Creator of the most famous and best-loved character in contemporary fiction, J.K. Rowling is also the author of her own escape from a depressing existence on the verge of destitution. The tale of the quiet woman writing away at a café table, making a solitary cup of coffee and a glass of water last for hours while her baby daughter slept peacefully in her pram may have become a cliché, but it has also served as an inspiration for, literally, millions of people.
On the one hand there is J.K. Rowling, writer of Harry Potter, a modern day phenomenon. On the other, there is Joanne Rowling, a dreamy, rather shy but surprisingly passionate woman whose brilliance in translating her dreams into prose changed her life. In January 1994 she was broke and jobless, struggling to bring up a young child in a small rented flat in Edinburgh. Just six years later her fortune was estimated at £65 million.
In this first major biography, Sean Smith tells the compelling story of both worlds.
“A small advertisement in the Guardian newspaper caught Joanne’s eye: ‘Qualified English teachers required for a school in Porto’. Joanne had little relevant experience for a teaching job other than her year in Paris but Porto sounded just the sort of place where Jessica Mitford would have ended up. So she sent off her CV, a covering letter explaining her enthusiasm for teaching in Portugal and a contact phone number. The advertisement had been placed by Steve Cassidy, principal of the Encounter English Schools in Porto. The turnover of staff teaching English abroad was quite high, so every year he would seek to employ three or four new teachers, sifted from forty or so replies.
On a trip to England to visit his family in Darlington he would contact half a dozen applicants and arrange to see them. He met Joanne at a hotel close to the railway station in Leeds. ‘We had coffee and chatted,’ he recalls. ‘She was a bit gothic-looking with very dark eye-shadow. She looked like Morticia from the Addams family. She wasn’t an outstanding candidate but I thought she would be OK. She was a bit shy and I remember she looked a bit sad at the station. I think her mother had recently died.’

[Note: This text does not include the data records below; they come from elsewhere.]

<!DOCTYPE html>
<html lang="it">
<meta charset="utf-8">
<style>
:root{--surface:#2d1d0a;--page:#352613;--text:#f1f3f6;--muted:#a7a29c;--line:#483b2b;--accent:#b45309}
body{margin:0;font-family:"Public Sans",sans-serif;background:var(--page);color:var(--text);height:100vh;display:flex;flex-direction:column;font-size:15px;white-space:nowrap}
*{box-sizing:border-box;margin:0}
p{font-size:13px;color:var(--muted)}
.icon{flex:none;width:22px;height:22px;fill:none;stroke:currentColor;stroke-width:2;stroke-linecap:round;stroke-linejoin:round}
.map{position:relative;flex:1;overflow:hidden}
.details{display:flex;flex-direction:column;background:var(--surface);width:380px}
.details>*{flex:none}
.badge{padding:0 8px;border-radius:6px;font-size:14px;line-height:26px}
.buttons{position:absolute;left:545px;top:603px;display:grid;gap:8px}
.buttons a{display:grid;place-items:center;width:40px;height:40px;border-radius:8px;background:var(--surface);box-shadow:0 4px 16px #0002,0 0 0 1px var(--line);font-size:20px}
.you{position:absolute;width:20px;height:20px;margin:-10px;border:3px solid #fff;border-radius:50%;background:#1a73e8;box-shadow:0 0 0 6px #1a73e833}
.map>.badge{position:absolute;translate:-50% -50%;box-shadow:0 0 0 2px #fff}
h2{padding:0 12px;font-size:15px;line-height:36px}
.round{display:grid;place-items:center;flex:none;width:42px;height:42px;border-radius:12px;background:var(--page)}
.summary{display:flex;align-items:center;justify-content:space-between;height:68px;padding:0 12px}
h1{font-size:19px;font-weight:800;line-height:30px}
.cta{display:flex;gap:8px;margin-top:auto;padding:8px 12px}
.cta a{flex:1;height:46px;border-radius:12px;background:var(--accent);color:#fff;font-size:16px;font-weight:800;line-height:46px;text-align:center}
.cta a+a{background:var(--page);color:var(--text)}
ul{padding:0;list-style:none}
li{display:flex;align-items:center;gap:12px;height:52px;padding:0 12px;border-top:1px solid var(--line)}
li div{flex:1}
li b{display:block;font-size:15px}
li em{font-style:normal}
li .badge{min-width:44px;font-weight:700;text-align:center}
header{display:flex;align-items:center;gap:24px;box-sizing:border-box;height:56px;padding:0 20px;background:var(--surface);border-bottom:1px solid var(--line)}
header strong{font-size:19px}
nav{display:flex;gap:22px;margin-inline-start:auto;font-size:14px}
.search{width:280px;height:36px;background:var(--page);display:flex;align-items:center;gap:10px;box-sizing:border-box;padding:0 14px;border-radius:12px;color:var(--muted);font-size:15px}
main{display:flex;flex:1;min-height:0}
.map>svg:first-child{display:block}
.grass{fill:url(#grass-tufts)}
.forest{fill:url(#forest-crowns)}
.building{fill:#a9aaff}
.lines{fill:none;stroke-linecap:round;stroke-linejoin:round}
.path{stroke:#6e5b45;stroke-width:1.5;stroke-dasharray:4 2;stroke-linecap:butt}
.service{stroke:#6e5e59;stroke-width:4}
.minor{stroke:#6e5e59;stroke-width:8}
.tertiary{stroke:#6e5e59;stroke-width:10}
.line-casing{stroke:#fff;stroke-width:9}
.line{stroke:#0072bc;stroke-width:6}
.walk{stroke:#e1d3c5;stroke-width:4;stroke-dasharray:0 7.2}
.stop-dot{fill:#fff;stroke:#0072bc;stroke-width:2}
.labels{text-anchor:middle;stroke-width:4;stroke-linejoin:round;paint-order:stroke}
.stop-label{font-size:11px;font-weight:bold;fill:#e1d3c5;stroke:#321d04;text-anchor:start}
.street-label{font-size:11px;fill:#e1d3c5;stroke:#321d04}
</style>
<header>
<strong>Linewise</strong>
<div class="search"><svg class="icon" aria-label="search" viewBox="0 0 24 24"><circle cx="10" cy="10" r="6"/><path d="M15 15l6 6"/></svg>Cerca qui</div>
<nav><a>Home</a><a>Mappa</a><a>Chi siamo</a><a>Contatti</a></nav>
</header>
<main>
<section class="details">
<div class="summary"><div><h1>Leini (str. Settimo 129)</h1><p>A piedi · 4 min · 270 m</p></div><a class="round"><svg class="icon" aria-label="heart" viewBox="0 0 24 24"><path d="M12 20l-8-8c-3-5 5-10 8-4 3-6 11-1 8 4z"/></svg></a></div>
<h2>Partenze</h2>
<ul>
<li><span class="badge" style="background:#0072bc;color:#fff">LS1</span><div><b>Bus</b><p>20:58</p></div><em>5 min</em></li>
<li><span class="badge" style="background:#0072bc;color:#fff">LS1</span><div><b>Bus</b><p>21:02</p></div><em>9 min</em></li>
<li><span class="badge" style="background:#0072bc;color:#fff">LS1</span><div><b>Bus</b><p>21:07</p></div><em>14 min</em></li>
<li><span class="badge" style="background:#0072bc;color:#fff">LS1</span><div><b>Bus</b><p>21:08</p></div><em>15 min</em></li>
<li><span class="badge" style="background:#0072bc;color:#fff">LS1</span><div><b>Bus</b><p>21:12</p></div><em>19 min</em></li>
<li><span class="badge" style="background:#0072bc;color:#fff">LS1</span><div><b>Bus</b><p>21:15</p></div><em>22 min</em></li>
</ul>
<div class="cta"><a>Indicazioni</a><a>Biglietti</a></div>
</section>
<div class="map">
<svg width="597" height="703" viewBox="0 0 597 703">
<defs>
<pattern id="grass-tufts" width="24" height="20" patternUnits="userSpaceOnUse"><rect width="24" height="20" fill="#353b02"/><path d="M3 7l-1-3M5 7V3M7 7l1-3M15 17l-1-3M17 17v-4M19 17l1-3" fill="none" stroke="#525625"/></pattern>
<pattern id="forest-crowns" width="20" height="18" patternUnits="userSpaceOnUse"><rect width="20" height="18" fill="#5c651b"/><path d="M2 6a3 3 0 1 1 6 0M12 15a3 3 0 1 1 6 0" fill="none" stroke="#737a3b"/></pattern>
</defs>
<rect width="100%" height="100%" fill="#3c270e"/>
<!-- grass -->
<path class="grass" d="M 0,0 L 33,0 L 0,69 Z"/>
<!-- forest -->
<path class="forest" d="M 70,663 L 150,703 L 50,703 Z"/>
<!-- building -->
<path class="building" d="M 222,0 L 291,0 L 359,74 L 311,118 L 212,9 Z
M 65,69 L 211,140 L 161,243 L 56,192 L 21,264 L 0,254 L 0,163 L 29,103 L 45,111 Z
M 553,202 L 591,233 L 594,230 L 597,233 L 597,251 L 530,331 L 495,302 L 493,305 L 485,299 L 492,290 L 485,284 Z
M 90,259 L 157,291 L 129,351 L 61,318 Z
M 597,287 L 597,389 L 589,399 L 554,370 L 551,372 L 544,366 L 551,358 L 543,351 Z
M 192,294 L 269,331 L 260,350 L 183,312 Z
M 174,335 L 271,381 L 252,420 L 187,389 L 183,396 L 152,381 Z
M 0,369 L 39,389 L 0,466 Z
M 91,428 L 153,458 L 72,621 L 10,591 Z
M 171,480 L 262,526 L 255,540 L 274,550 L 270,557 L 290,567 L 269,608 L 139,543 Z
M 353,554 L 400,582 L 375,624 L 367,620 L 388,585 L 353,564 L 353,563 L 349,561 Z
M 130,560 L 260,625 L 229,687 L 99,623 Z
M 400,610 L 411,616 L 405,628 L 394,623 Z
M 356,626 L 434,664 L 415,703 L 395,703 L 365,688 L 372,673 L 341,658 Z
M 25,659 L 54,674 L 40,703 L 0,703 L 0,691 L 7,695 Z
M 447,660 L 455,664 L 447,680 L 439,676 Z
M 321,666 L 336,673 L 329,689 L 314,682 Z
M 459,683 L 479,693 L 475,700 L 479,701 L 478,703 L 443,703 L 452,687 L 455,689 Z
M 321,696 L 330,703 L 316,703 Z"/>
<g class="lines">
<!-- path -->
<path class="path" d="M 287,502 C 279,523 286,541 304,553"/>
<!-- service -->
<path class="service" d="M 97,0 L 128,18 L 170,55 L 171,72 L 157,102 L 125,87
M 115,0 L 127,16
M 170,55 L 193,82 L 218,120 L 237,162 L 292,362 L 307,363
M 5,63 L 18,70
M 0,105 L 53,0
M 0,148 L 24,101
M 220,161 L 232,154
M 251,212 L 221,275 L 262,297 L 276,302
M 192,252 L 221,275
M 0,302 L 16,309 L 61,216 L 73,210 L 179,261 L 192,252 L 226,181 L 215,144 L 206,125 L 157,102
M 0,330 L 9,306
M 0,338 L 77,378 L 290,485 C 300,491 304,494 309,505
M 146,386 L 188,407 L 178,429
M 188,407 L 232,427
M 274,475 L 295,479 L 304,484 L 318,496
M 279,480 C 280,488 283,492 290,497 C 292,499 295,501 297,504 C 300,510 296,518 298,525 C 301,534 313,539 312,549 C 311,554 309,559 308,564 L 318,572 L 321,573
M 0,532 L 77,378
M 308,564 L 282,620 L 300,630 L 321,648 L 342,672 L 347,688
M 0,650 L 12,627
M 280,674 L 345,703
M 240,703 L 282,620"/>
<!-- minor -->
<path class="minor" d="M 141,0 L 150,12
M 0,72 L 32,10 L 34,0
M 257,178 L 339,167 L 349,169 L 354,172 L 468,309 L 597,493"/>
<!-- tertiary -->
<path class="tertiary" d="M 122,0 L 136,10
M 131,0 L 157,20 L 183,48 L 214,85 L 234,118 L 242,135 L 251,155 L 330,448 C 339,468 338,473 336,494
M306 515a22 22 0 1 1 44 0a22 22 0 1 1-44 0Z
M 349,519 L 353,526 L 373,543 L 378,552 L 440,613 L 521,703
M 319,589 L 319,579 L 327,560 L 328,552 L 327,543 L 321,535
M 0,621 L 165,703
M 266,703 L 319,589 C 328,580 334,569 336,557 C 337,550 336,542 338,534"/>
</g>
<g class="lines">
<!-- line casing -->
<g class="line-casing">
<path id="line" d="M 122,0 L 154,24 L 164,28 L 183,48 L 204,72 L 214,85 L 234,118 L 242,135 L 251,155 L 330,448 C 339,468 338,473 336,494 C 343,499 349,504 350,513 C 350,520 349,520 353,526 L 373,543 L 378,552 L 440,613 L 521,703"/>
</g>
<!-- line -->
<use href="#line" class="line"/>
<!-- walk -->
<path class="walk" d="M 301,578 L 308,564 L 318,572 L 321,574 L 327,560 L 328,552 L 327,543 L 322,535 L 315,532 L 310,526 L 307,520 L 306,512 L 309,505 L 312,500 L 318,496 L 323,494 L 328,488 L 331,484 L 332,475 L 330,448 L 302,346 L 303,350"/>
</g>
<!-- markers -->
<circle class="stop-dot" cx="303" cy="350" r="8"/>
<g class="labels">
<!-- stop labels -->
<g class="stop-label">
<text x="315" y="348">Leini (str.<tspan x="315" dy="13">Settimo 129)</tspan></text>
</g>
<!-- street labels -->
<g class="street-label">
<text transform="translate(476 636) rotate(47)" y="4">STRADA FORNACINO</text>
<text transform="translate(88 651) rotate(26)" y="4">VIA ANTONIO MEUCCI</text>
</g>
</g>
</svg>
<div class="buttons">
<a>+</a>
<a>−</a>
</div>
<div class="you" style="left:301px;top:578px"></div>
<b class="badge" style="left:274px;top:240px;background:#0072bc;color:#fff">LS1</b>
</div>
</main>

Joanne got the job. She was thrilled to be starting her own new adventure. Her father had begun to rebuild his life and moved from Church Cottage, Tutshill, into a new home in Chepstow. Her sister Di was working as a nurse in Edinburgh. Joanne was leaving without regrets. She did not have many belongings to pack although the Harry Potter work-in-progress was not forgotten. “
what sean says
Sometimes I feel like I could give Inspector Morse a run for his money. The dedication to the third Harry Potter book is: ‘To Jill Prewett and Anne Kiely, the Godmothers of Swing.’ I thought when I read it that these two women were probably old friends of Joanne who shared a love of swing music. I discovered the truth about the inscription when I followed Rowling’s path to Oporto in Portugal where, as a young woman, she taught English at the Encounter English School.

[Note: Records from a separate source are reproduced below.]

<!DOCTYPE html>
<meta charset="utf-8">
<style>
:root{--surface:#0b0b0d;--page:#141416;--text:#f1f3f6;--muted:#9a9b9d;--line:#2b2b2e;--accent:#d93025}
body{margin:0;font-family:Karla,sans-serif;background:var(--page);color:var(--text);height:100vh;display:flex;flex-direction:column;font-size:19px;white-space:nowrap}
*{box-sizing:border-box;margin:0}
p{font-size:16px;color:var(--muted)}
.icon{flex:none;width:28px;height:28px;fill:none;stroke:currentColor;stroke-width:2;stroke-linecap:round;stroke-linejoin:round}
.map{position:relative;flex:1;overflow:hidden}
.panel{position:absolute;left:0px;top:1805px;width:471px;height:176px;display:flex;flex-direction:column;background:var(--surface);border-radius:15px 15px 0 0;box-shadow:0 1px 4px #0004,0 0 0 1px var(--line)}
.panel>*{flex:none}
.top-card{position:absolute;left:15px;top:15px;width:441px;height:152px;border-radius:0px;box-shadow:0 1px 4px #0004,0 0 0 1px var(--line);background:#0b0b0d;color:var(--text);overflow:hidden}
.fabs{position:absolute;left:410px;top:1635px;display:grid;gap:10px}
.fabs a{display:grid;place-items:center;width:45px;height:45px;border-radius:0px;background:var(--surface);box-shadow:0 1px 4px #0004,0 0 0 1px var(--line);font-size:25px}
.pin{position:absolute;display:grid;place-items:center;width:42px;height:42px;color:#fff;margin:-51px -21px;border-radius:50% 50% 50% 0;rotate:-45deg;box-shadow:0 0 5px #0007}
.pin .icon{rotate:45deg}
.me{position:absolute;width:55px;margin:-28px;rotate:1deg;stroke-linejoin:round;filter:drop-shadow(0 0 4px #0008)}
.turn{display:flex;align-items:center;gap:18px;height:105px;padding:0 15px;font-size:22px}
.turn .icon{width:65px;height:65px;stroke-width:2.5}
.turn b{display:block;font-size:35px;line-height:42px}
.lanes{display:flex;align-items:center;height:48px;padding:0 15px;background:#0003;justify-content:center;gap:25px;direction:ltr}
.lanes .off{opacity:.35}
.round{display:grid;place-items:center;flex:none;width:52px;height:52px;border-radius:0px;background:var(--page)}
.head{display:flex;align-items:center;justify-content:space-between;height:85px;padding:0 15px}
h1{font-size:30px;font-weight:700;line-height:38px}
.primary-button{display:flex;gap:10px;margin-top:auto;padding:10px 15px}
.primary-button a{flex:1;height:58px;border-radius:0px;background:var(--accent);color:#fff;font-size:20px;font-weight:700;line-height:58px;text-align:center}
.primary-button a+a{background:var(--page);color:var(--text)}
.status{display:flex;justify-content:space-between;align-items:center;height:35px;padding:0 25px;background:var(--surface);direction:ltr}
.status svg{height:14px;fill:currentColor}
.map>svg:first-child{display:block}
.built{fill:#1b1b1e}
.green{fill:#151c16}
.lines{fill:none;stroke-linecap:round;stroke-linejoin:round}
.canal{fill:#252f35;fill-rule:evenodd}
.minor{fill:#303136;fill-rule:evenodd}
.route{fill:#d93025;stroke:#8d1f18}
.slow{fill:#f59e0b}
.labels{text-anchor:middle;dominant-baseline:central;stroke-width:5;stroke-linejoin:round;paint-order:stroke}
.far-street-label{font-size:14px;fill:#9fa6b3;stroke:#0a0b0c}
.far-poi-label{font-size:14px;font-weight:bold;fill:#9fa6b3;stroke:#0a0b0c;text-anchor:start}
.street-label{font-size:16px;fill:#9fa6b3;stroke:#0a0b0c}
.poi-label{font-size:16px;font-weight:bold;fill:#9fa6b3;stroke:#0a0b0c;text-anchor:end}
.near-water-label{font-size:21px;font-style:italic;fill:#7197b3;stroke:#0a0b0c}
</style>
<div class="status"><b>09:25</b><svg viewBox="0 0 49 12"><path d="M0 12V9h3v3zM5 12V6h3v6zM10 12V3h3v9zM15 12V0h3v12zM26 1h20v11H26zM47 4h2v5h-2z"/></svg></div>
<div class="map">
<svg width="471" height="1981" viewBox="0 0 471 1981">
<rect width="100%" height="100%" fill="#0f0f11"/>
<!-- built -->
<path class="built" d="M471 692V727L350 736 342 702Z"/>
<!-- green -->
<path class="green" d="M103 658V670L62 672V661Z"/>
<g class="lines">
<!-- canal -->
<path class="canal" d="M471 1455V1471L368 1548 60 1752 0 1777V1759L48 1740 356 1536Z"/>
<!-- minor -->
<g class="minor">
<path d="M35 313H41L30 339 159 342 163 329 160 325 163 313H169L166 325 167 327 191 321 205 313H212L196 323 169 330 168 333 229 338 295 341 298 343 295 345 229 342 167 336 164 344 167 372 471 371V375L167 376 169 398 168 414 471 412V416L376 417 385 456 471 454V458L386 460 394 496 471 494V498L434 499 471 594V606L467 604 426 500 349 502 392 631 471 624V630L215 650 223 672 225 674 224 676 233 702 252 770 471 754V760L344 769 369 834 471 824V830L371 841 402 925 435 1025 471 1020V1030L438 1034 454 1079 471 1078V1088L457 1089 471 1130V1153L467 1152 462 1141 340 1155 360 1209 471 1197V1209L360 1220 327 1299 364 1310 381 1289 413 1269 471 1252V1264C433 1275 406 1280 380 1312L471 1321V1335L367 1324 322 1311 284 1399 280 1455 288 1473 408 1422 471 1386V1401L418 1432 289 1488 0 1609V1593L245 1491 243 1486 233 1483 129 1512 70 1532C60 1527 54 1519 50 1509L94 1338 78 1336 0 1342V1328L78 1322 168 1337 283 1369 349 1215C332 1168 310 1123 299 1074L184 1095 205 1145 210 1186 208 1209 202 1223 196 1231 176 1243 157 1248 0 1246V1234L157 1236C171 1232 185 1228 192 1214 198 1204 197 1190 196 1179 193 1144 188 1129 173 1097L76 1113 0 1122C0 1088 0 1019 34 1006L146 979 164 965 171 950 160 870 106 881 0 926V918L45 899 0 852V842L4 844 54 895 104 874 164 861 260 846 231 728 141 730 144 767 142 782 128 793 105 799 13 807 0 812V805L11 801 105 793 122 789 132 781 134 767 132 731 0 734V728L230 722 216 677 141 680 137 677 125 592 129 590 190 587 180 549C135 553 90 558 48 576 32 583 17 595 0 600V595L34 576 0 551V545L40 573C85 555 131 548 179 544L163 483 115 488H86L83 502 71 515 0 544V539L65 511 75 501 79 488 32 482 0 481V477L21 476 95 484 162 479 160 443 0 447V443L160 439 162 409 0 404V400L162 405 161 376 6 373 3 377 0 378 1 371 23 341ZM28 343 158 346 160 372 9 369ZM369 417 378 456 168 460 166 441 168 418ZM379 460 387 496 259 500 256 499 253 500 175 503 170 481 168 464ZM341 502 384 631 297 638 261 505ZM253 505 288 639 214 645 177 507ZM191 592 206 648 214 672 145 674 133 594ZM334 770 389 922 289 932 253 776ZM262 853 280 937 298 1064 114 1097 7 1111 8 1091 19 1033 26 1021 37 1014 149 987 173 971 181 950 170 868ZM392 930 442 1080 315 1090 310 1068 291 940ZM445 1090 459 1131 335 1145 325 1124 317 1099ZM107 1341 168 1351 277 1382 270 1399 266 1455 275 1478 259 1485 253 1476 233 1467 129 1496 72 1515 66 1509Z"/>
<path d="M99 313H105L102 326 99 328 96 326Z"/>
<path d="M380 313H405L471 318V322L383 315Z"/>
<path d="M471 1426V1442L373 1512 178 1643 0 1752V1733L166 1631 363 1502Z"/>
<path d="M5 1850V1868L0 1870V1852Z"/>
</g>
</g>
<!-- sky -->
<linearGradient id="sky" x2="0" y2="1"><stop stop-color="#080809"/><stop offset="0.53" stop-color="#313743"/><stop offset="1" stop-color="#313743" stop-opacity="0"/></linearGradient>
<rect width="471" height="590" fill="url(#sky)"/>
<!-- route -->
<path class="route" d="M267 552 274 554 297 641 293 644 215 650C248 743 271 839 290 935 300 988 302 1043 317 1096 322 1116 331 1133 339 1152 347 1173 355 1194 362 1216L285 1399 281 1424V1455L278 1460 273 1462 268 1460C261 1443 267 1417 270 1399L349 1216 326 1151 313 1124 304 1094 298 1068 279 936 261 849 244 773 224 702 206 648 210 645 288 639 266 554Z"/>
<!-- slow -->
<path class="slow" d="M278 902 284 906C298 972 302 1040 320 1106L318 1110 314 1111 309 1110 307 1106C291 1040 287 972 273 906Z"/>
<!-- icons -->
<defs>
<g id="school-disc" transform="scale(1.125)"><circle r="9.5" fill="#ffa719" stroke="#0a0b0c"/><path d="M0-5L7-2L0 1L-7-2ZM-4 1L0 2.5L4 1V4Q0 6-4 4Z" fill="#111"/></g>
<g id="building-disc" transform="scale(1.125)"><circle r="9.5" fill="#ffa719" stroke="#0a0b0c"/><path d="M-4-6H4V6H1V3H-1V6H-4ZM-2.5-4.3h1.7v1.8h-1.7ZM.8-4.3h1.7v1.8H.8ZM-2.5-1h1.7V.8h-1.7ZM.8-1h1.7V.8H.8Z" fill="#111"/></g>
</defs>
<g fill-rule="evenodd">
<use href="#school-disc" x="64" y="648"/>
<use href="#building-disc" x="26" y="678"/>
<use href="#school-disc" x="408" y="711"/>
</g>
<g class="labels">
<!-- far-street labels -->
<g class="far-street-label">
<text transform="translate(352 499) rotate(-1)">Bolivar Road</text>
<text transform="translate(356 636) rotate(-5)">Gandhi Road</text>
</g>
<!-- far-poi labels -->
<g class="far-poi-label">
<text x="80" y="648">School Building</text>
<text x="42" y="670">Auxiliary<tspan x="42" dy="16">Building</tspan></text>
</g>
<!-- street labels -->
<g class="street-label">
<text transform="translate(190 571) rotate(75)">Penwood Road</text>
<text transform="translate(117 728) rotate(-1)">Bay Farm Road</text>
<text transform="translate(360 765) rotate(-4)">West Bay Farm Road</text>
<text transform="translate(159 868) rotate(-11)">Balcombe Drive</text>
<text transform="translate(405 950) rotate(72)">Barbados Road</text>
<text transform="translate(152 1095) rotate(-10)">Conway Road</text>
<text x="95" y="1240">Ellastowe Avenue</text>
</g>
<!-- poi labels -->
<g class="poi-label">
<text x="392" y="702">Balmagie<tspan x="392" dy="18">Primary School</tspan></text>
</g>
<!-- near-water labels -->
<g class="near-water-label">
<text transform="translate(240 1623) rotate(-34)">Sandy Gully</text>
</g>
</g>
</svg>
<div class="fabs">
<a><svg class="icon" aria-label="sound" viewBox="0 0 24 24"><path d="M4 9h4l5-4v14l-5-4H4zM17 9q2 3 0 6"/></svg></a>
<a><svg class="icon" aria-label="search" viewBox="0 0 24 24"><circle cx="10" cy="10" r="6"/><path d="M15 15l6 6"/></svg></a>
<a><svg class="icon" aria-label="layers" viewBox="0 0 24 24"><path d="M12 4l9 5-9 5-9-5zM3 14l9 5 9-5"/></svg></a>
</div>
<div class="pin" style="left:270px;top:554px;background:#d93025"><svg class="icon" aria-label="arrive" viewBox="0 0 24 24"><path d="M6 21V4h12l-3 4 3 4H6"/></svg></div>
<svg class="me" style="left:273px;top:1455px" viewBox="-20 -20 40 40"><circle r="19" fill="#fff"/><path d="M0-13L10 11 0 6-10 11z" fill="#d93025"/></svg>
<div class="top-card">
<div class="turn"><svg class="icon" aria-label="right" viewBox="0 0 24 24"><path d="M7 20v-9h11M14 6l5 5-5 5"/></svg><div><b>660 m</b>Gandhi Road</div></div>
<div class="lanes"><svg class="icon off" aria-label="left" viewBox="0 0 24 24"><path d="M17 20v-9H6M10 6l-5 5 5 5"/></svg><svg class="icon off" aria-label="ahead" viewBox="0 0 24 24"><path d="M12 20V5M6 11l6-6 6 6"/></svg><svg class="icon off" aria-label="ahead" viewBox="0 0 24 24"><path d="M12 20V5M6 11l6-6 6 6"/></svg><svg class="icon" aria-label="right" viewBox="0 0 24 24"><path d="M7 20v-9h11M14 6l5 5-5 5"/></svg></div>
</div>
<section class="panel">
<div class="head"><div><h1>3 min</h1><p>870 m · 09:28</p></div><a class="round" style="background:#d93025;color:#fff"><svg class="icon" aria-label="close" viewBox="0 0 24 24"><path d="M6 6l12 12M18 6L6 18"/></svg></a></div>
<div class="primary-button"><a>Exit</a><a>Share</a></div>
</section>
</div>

At the school I met a fiery, dark haired woman called Marie Inês Aguiar who graciously asked me to join her family for dinner at a restaurant by the Douro River. It was a bustling, friendly place where I never saw a menu but where Marie Inês and her husband ordered a succession of tasty dishes which just arrived in front of me. I had the biggest, freshest sardines I have ever eaten.
Marie Ines told me that Jill Prewett and Aine Kiely had been teachers at the school as well and that the three women had been firm friends and used to go out to a local nightclub together. She gave me directions to the club and I made my way there to take a look. I stood outside and smiled – the club was called Swing.